Lastly, there is no reason for the court to conclude that there may exist a possible health risk posed by the approval of Prevalite TM. See id. at 652. Bristol maintains that because Prevalite TM contains aspartame, also know as Nutrasweet TM, a potential public health risk exists. This is so because some individuals do not metabolize phenylalanine, a component of aspartame. However, this danger is negated by the fact that Prevalite TM, as does Questran (R) Light, contains a clear warning label specifying that the drug product contains phenylalanine. The product box also states that it contains aspartame. A treating physician who has a patient who could not metabolize phenylalanine would be on notice, as with other drugs which may have an adverse effect on his or her patients, not to prescribe the drug to phenylketonurics. Bristol further argues that because in certain situations a pharmacist would be required to substitute the generic drug Prevalite TM for Questran (R), a potential health risks exists. However, in such situations physicians would presumably require that a particular brand be dispensed; as the FDA has counseled them to do. See FDA, Approved Drug Products with Therapeutic Evaluations, at viii.

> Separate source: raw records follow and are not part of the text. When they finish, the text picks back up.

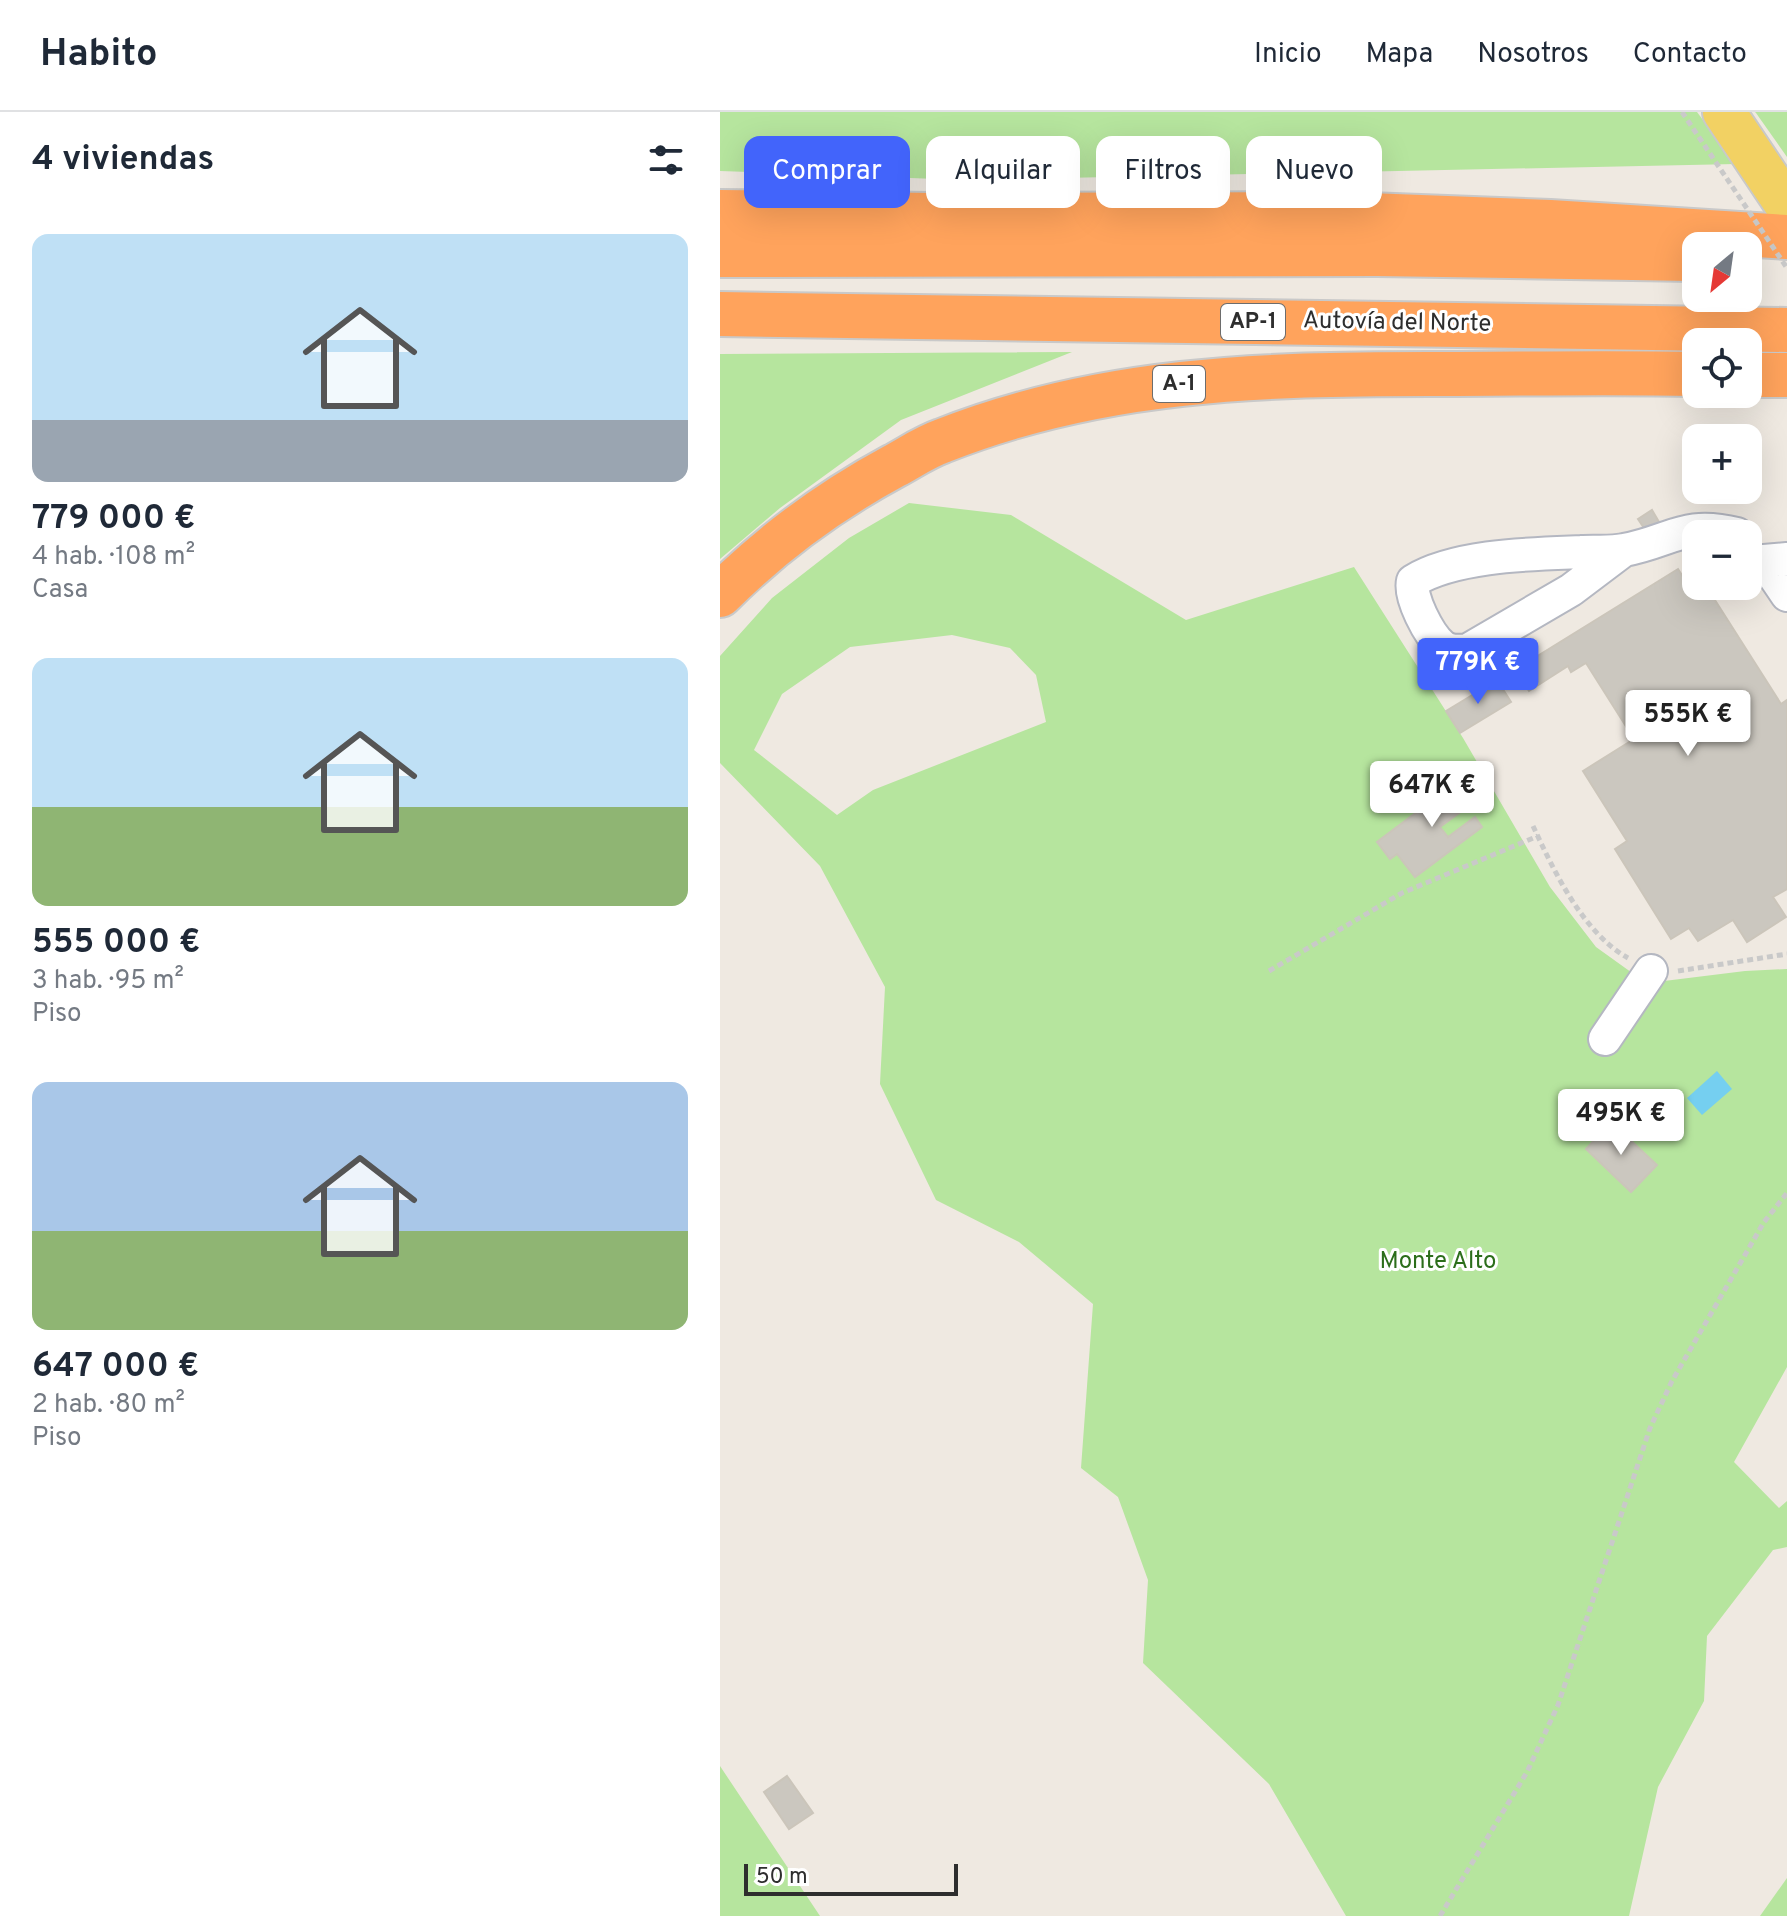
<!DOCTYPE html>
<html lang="es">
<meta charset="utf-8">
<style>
:root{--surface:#fff;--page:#f6f6f7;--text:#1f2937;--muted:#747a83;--line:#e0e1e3;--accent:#4264fb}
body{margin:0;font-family:Overpass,sans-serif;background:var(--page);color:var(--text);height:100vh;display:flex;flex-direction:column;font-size:30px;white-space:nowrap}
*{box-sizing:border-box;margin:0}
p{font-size:26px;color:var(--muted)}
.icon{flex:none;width:44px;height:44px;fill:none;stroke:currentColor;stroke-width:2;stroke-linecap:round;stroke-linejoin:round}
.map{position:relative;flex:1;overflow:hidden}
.side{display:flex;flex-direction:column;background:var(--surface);width:720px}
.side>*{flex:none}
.guide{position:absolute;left:24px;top:24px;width:760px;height:72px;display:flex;gap:16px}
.needle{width:52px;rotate:209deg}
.fabs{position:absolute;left:962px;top:120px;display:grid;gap:16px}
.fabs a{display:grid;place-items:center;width:80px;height:80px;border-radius:16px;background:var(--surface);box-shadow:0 8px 32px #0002;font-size:40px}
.scale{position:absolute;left:24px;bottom:20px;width:214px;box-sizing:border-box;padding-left:8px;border:4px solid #2e2e2e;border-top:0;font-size:22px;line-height:28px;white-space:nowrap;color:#2e2e2e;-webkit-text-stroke:6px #fff;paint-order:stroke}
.price{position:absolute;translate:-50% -68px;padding:0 18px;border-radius:8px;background:#fff;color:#222;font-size:26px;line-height:52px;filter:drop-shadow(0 2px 4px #0008)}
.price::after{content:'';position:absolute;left:50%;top:48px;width:24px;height:18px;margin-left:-12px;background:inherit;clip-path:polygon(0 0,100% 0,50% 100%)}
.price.active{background:var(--accent);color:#fff}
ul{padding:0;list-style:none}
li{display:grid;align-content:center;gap:16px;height:424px;padding:0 32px}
li span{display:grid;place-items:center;height:248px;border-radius:16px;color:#555}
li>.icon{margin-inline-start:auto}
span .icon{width:144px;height:144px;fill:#fffc;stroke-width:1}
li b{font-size:34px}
h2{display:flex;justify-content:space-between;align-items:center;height:96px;padding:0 32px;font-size:34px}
.pill{padding:0 28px;border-radius:16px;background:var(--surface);box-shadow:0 8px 32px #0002;font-size:28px;line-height:72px}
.pill.active{background:var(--accent);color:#fff}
header{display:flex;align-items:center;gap:48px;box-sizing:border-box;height:112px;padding:0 40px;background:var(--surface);border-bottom:2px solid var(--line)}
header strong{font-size:38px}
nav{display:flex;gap:44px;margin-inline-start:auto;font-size:28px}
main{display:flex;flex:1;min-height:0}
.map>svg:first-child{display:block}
.green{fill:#b6e59e;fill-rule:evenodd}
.water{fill:#75cff0}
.building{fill:#cbc7bf;stroke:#cbc5ba;stroke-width:2}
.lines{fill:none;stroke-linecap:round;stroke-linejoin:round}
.minor-casing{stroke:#b4b7c1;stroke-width:36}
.major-casing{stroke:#c9c9c9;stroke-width:46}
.highway-casing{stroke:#c9c9c9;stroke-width:48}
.path{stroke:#c9c9c9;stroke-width:5;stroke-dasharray:6 4;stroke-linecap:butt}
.minor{stroke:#fff;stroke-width:32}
.major{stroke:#f2d163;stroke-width:42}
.highway{stroke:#ffa35c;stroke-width:44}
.path-bridge{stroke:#c9c9c9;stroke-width:5;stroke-dasharray:6 4;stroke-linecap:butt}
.labels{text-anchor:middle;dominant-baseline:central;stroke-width:6;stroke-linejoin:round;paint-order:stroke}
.shield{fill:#fff;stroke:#6d6d6d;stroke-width:2}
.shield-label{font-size:22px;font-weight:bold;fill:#2e2e2e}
.street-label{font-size:24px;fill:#2e2e2e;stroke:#fff}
.park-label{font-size:24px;fill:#2c6e1b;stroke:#fff}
</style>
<header>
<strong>Habito</strong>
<nav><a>Inicio</a><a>Mapa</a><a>Nosotros</a><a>Contacto</a></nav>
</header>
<main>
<section class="side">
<h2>4 viviendas<svg class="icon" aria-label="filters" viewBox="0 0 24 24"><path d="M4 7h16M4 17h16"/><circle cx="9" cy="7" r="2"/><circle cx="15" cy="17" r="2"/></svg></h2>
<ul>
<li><span style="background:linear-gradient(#bfe0f5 75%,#9aa5b1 0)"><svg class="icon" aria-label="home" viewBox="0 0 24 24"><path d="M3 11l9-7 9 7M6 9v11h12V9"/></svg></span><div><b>779 000 €</b><p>4 hab. · 108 m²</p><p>Casa</p></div></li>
<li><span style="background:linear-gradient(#bfe0f5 60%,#8fb573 0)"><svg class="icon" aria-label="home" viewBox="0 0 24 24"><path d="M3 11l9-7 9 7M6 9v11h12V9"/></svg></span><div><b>555 000 €</b><p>3 hab. · 95 m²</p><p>Piso</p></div></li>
<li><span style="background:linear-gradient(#a9c7e8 60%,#8fb573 0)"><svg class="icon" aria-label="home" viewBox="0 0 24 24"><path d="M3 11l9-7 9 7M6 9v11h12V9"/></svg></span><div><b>647 000 €</b><p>2 hab. · 80 m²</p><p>Piso</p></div></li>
</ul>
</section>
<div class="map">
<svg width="1067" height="1804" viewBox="0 0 1067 1804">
<rect width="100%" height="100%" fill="#efe9e1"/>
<path class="green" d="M 0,0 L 977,0 L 1016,52 L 244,68 L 0,59 Z
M 1035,0 L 1067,0 L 1067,45 L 1036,1 Z
M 352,240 L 181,308 L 60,396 L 0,447 L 0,242 Z
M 189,391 L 291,403 L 466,508 L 634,455 L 743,626 L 830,775 L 876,835 L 915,863 L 936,870 L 1025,859 L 1067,857 L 1067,1255 L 1014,1350 L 1059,1396 L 1067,1389 L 1067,1435 L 1053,1438 L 987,1524 L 984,1589 L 938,1675 L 909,1804 L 626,1804 L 549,1672 L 423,1551 L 428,1468 L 398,1385 L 361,1356 L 373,1192 L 299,1130 L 216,1088 L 160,972 L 165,875 L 100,754 L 0,651 L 0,544 L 52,486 L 129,426 ZM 232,523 L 290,536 L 316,563 L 326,610 L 153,678 L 117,703 L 34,638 L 62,582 L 130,535 Z
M 0,1654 L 100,1804 L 0,1804 Z
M 1067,1766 L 1067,1804 L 1040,1804 Z"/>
<path class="water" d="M 997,959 L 1012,977 L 982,1003 L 967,986 Z"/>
<path class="building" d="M 932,398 L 939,410 L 926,419 L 918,407 Z
M 958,457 L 967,471 L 976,466 L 976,474 L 986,474 L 1061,592 L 1067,588 L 1067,777 L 1053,785 L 1066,805 L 1027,830 L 1013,808 L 978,829 L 969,816 L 951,827 L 895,737 L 907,729 L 863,659 L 914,627 L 866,551 L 851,560 L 848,554 L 809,579 L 795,558 Z
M 777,568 L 791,590 L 740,621 L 726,599 Z
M 745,664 L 761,685 L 720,715 L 728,725 L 755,705 L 762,715 L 695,765 L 677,742 L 670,747 L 657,730 Z
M 891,1010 L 937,1053 L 911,1080 L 866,1037 Z
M 67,1664 L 93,1701 L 69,1717 L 44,1680 Z"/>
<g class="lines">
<defs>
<path id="minor" d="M 904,438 L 851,478 L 748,538 C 738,539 730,540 722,534 C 709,523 689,485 693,469 C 735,443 812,442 861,440 C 875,439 890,441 904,438 C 952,429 963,409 1017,422
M 1067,447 L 1044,449 L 1067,483
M 885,927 L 931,859"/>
<path id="major" d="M 1004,0 L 1067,94"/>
<path id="highway" d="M 0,100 L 211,103 L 622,102 L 830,110 L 1067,125
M 0,143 L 657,142 L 974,147
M 0,202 L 1067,218
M 1028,263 L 1067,263
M 0,483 C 52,431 109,389 174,354 C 189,346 205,335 222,329 C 381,266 541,262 710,262 C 799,262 887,260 976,262"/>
</defs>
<use href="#minor" class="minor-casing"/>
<use href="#major" class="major-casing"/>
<use href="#highway" class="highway-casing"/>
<path class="path" d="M 813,714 C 834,759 863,821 908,846
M 549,859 L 682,781 L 818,724
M 958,859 L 1067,842
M 720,1804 L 807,1660 L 838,1593 L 930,1316 L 952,1269 L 1044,1110 L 1067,1081"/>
<use href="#minor" class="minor"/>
<use href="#major" class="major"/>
<use href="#highway" class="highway"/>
<path class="path-bridge" d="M 962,0 L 1067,156"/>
</g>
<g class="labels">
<g class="shield">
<rect x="501" y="192" width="64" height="36" rx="6"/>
<rect x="433" y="254" width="52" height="36" rx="6"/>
</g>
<g class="shield-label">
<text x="533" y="210">AP-1</text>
<text x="459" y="272">A-1</text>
</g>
<g class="street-label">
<text transform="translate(677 211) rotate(1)">Autovía del Norte</text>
</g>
<g class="park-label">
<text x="718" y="1150">Monte Alto</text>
</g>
</g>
</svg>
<div class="fabs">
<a><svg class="needle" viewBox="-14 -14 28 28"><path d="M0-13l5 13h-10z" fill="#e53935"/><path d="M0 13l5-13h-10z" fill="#747a83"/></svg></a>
<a><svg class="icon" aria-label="locate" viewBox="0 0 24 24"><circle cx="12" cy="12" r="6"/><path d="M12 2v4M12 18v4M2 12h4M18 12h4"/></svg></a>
<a>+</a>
<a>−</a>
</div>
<div class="scale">50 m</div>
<b class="price active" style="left:758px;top:594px">779K €</b>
<b class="price" style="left:968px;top:646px">555K €</b>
<b class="price" style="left:712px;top:717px">647K €</b>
<b class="price" style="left:901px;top:1045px">495K €</b>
<div class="guide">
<a class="pill active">Comprar</a>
<a class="pill">Alquilar</a>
<a class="pill">Filtros</a>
<a class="pill">Nuevo</a>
</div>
</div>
</main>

Finally, the FDA has, in its scientific judgment, concluded that Prevalite TM is safe for its intended use and responded to each of Bristol's concerns relating to the public health.
Accordingly, since Bristol has failed to establish that it is entitled to injunctive relief, it is this day 25 of March 1996,
ORDERED that plaintiff's motion for a preliminary injunction be and is hereby denied.